Couché, on croit savoir mais on n’en sait pas plus.
La nuit

Ne porte pas conseil. Au contraire. Elle vous met la
tête à l’envers.

Un élan d’affection m’a donné un petit rire et j’ai lu la première page. Je ne comprends pas toujours pourquoi les poètes parsèment leurs pages d’espaces blancs, mais j’en ai trouvé ici la nécessité évidente. Celle des majuscules aussi, comme autant de petits départs.

J’ai acheté le livre. De tous ceux que j’ai achetés la semaine dernière (maintenant presque tous lus), c’est celui qui me touche le plus.

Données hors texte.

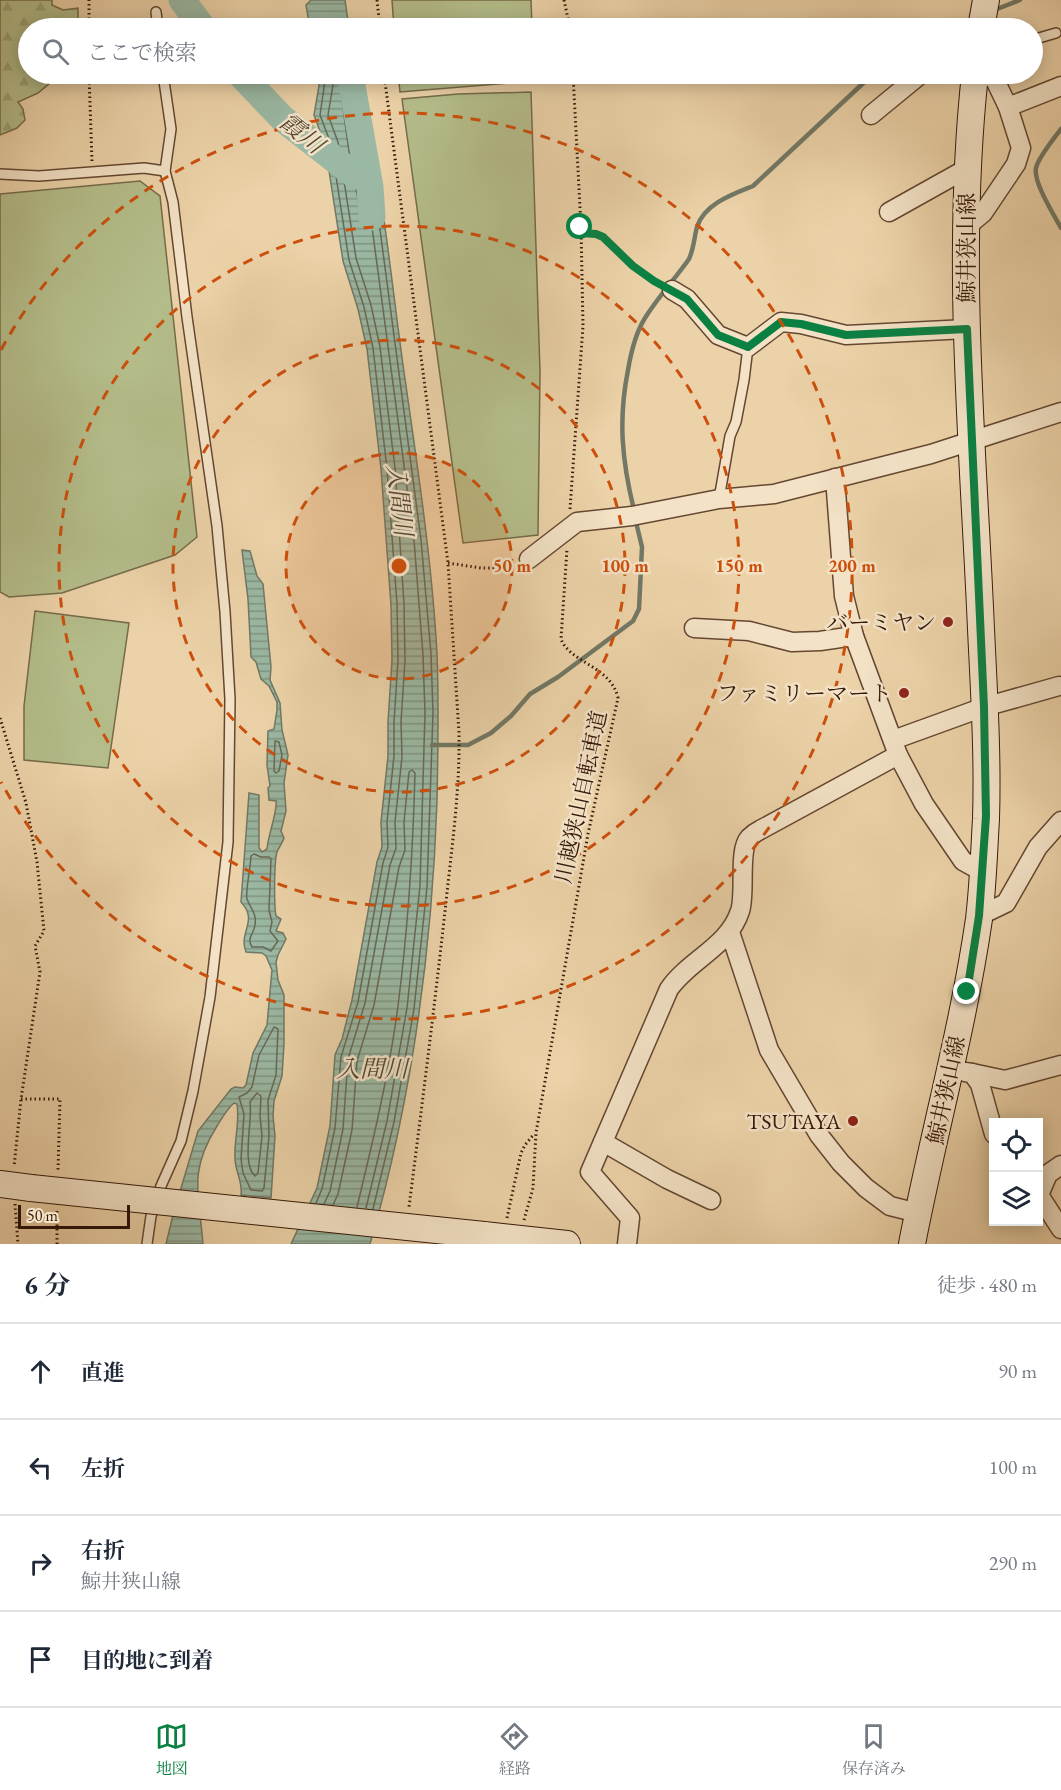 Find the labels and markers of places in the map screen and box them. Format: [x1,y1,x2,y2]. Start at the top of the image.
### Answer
centre of rings [389,556,409,576]
place label: バーミヤン [826,608,936,637]
marker: バーミヤン [941,615,955,629]
place label: ファミリーマート [716,679,892,708]
marker: ファミリーマート [897,686,911,700]
place label: TSUTAYA [747,1107,842,1136]
marker: TSUTAYA [846,1114,860,1128] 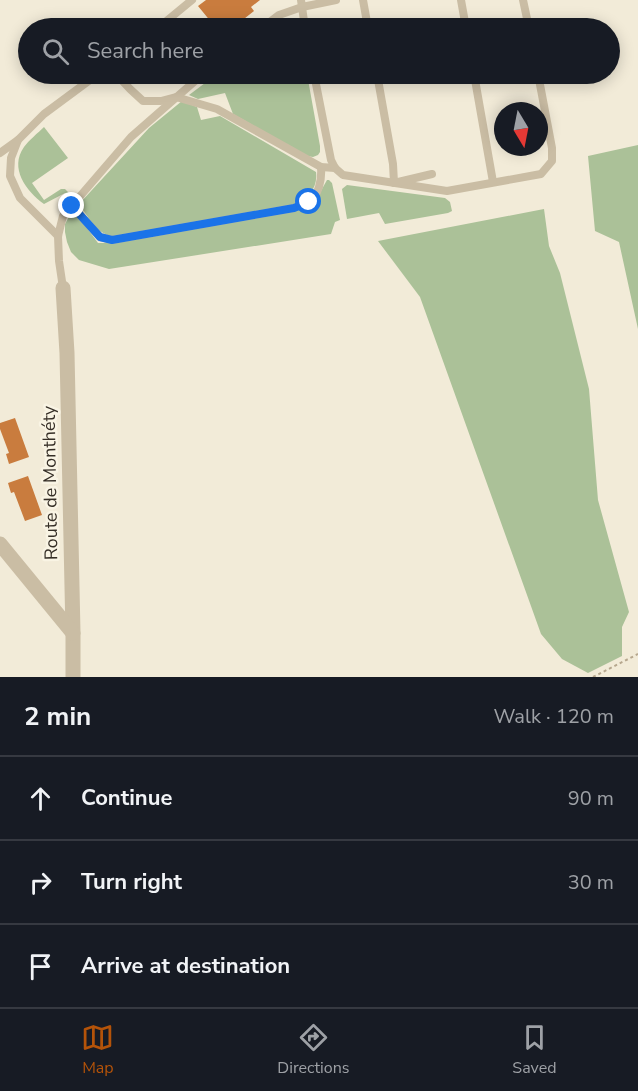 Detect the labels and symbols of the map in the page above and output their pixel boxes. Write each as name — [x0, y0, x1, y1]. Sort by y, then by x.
north arrow — [494, 102, 548, 156]
route start — [295, 188, 321, 214]
route end — [58, 192, 84, 218]
street label: Route de Monthéty — [37, 405, 63, 560]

L’exergue, de Paul Valéry, dit : La beauté c’est ce qui nous désespère.

On est loin de la célèbre phrase d’un personnage de Dostoïevski — un peu vite attribuée à son auteur — et qu’on se répète pour se rassurer : La beauté sauvera le monde.
La beauté n’a jamais rien sauvé et ne sauvera jamais rien.

Ce n’est pas une raison pour ne pas chercher à la frôler :

La beauté est trop violente comme la douleur. Ne la regarde pas.
Ou si tu la regardes, oublie ce que tu vois, garde seulement
Les ombres et la lumière avec ce qui fuit et que tu ne reconnais plus.
Garde le vent qui t’enveloppe mais que tu ne vois pas.
Tu ne sens que ce frôlement et ce léger désespoir qui te guette toujours…

J’en resterai là pour aujourd’hui car ce blog doit rester, lui aussi, léger comme un petit coup de patte
(mais je tiens en réserve d’autres commentaires pour ici ou pour ailleurs).